--- MATERIALS PROVIDED Enclosed Below ---
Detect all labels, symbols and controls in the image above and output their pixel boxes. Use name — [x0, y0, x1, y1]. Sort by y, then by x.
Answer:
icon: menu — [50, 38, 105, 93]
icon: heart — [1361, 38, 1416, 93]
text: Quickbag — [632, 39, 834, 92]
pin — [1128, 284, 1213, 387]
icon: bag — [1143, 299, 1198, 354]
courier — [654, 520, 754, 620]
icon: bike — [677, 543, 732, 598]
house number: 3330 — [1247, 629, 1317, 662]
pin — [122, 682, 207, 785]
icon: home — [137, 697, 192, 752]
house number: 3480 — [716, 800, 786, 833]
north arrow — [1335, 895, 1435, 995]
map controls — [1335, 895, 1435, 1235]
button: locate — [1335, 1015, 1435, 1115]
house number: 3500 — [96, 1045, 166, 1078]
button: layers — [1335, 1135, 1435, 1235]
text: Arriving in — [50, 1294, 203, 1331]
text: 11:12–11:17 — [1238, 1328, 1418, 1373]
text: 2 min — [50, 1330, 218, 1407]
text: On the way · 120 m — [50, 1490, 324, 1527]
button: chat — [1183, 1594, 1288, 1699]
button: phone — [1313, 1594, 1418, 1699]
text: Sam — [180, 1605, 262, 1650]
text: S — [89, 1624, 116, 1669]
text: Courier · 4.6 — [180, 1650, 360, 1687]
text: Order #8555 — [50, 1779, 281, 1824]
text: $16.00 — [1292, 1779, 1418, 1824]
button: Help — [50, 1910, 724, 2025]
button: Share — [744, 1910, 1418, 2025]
--- End of Enclosed MATERIALS PROVIDED ---
_WHAT YOU WILL DO:_
The required output is each line of the entries that contains the word "house".

_OUTPUT BELOW:_
house number: 3330 — [1247, 629, 1317, 662]
house number: 3480 — [716, 800, 786, 833]
house number: 3500 — [96, 1045, 166, 1078]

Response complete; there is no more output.